• TASK DIRECTIONS:
Within the listing below, show every line that contains the word "PRŪSŲ".

——

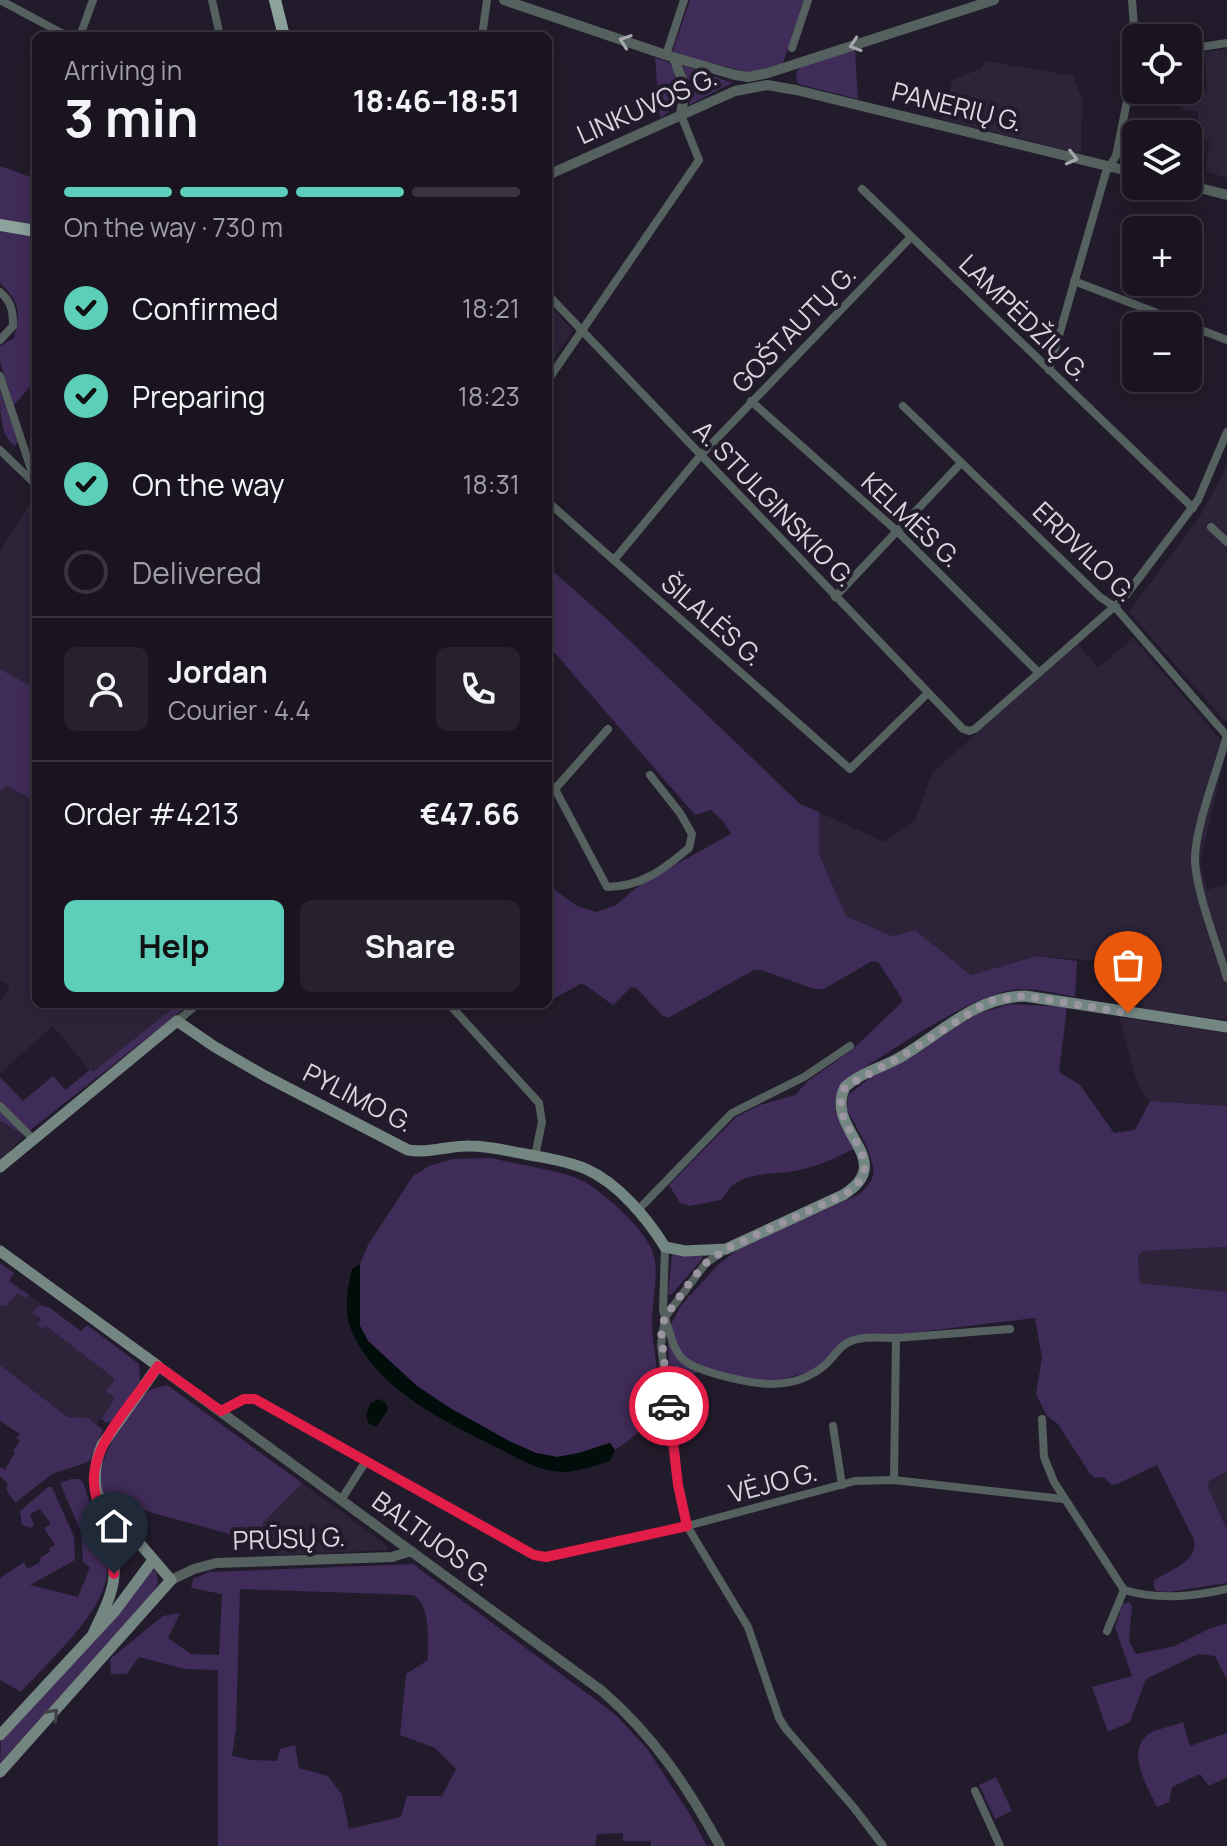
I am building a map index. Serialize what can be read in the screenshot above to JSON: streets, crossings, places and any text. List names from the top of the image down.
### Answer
{
  "streets": {
    "main road": ["PYLIMO G.", "PRŪSŲ G.", "BALTIJOS G."],
    "street": [
      "LINKUVOS G.",
      "PANERIŲ G.",
      "LAMPĖDŽIŲ G.",
      "GOŠTAUTŲ G.",
      "A. STULGINSKIO G.",
      "KELMĖS G.",
      "ERDVILO G.",
      "ŠILALĖS G.",
      "VĖJO G."
    ]
  },
  "crossings": [
    ["LINKUVOS G.", "PANERIŲ G."],
    ["LAMPĖDŽIŲ G.", "GOŠTAUTŲ G."],
    ["GOŠTAUTŲ G.", "A. STULGINSKIO G."],
    ["GOŠTAUTŲ G.", "KELMĖS G."],
    ["GOŠTAUTŲ G.", "ŠILALĖS G."],
    ["A. STULGINSKIO G.", "KELMĖS G."],
    ["A. STULGINSKIO G.", "ŠILALĖS G."],
    ["VĖJO G.", "BALTIJOS G."],
    ["PRŪSŲ G.", "BALTIJOS G."]
  ],
  "one_way": ["LINKUVOS G.", "PANERIŲ G.", "PRŪSŲ G."],
  "page": {
    "map_buttons": ["+", "−"],
    "heading": ["3 min", "Arriving in", "18:46–18:51"],
    "panel": [
      "Jordan",
      "Courier · 4.4",
      "Order #4213",
      "€47.66"
    ],
    "bar": "On the way · 730 m",
    "list": [
      ["Confirmed", "18:21"],
      ["Preparing", "18:23"],
      ["On the way", "18:31"],
      "Delivered"
    ],
    "buttons": ["Help", "Share"]
  }
}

——

• ANSWER TO THIS TASK:
    "main road": ["PYLIMO G.", "PRŪSŲ G.", "BALTIJOS G."],
    ["PRŪSŲ G.", "BALTIJOS G."]
  "one_way": ["LINKUVOS G.", "PANERIŲ G.", "PRŪSŲ G."],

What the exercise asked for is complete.